--- Extracted data Enclosed Below ---
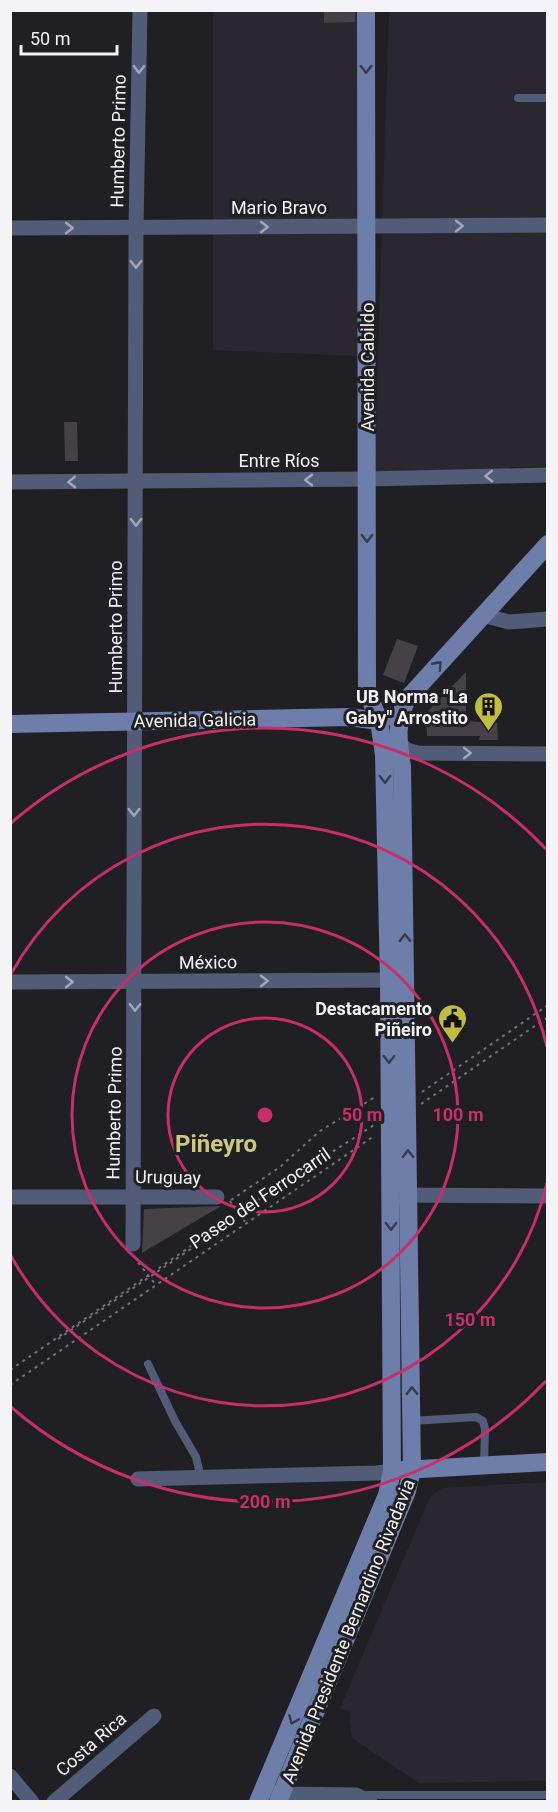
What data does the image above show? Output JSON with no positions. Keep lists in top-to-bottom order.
{
  "streets": {
    "main road": ["Avenida Cabildo", "Avenida Galicia", "Avenida Presidente Bernardino Rivadavia"],
    "street": [
      "Humberto Primo",
      "Mario Bravo",
      "Entre Ríos",
      "México",
      "Uruguay",
      "Costa Rica"
    ],
    "path": ["Paseo del Ferrocarril"]
  },
  "crossings": [
    ["Humberto Primo", "Mario Bravo"],
    ["Humberto Primo", "Entre Ríos"],
    ["Humberto Primo", "Avenida Galicia"],
    ["Humberto Primo", "México"],
    ["Humberto Primo", "Uruguay"],
    ["Mario Bravo", "Avenida Cabildo"],
    ["Avenida Cabildo", "Entre Ríos"],
    ["Avenida Cabildo", "Avenida Galicia"],
    ["Avenida Cabildo", "Avenida Presidente Bernardino Rivadavia"],
    ["Avenida Galicia", "Avenida Presidente Bernardino Rivadavia"],
    ["México", "Avenida Presidente Bernardino Rivadavia"],
    ["Paseo del Ferrocarril", "Avenida Presidente Bernardino Rivadavia"]
  ],
  "one_way": [
    "Humberto Primo",
    "Mario Bravo",
    "Avenida Cabildo",
    "Entre Ríos",
    "México"
  ],
  "districts": ["Piñeyro"],
  "places": {
    "building": ["UB Norma \"La Gaby\" Arrostito"],
    "public building": ["Destacamento Piñeiro"]
  },
  "scale_bar": "50 m",
  "rings": [
    "50 m",
    "100 m",
    "150 m",
    "200 m"
  ]
}
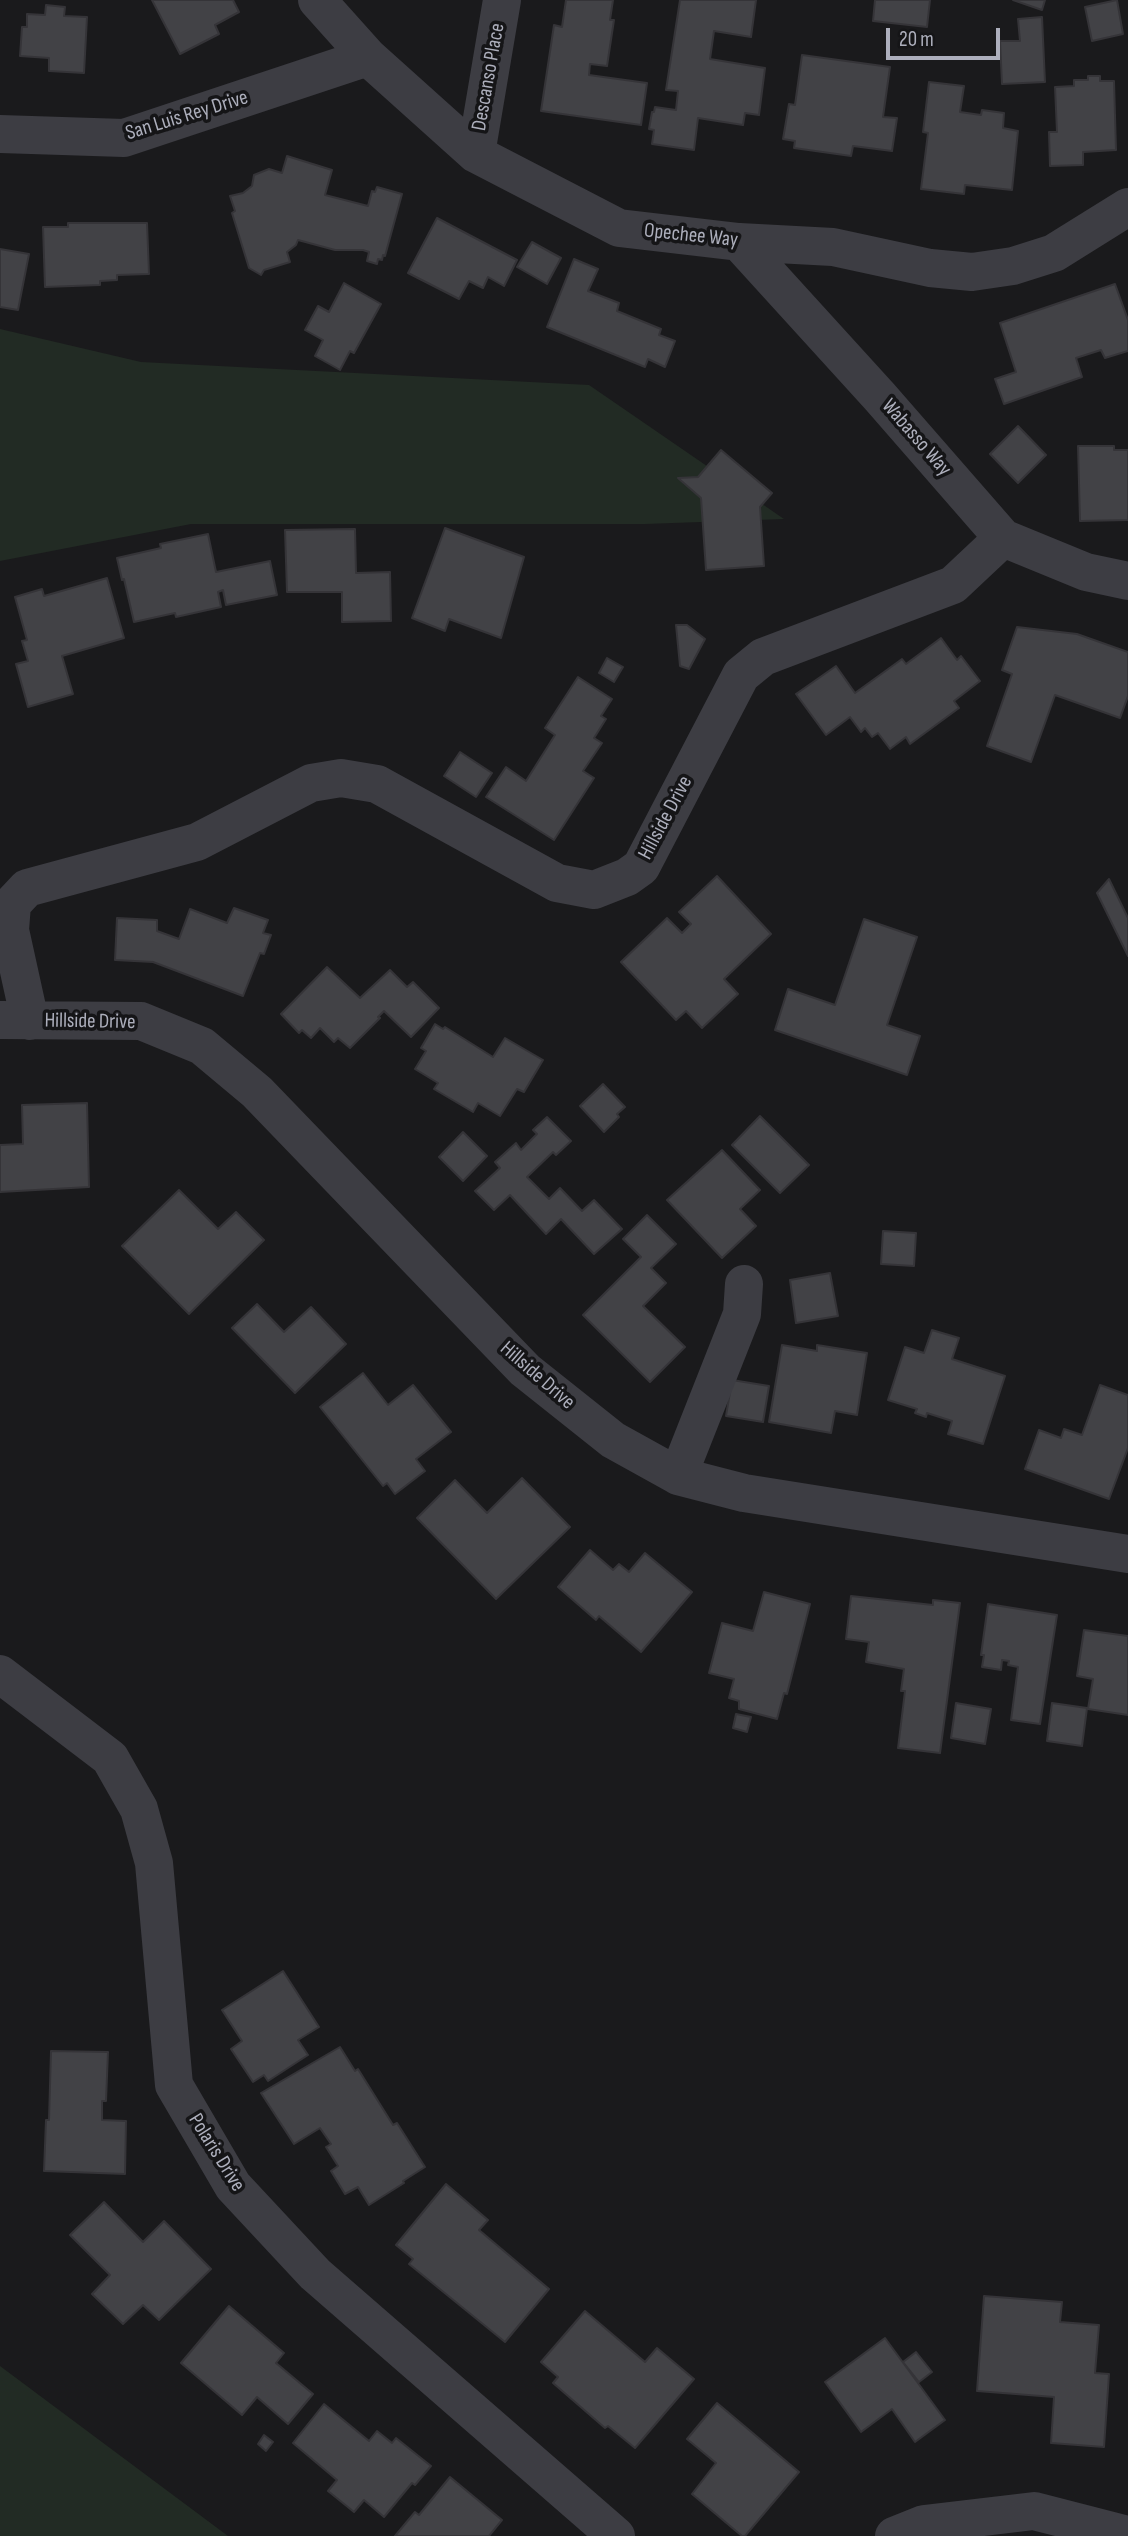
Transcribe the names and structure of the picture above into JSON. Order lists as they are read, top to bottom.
{
  "streets": {
    "street": [
      "Descanso Place",
      "San Luis Rey Drive",
      "Opechee Way",
      "Wabasso Way",
      "Hillside Drive",
      "Polaris Drive"
    ]
  },
  "crossings": [
    ["Descanso Place", "Opechee Way"],
    ["San Luis Rey Drive", "Opechee Way"],
    ["Opechee Way", "Wabasso Way"],
    ["Wabasso Way", "Hillside Drive"]
  ],
  "scale_bar": "20 m"
}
--- End of Enclosed Extracted data ---
→ Exercise prompt: The lines to return run from the one containing "Transcribe the names" through the last line of the records above. Give them exactly and include nothing more.

→ Completed task:
Transcribe the names and structure of the picture above into JSON. Order lists as they are read, top to bottom.
{
  "streets": {
    "street": [
      "Descanso Place",
      "San Luis Rey Drive",
      "Opechee Way",
      "Wabasso Way",
      "Hillside Drive",
      "Polaris Drive"
    ]
  },
  "crossings": [
    ["Descanso Place", "Opechee Way"],
    ["San Luis Rey Drive", "Opechee Way"],
    ["Opechee Way", "Wabasso Way"],
    ["Wabasso Way", "Hillside Drive"]
  ],
  "scale_bar": "20 m"
}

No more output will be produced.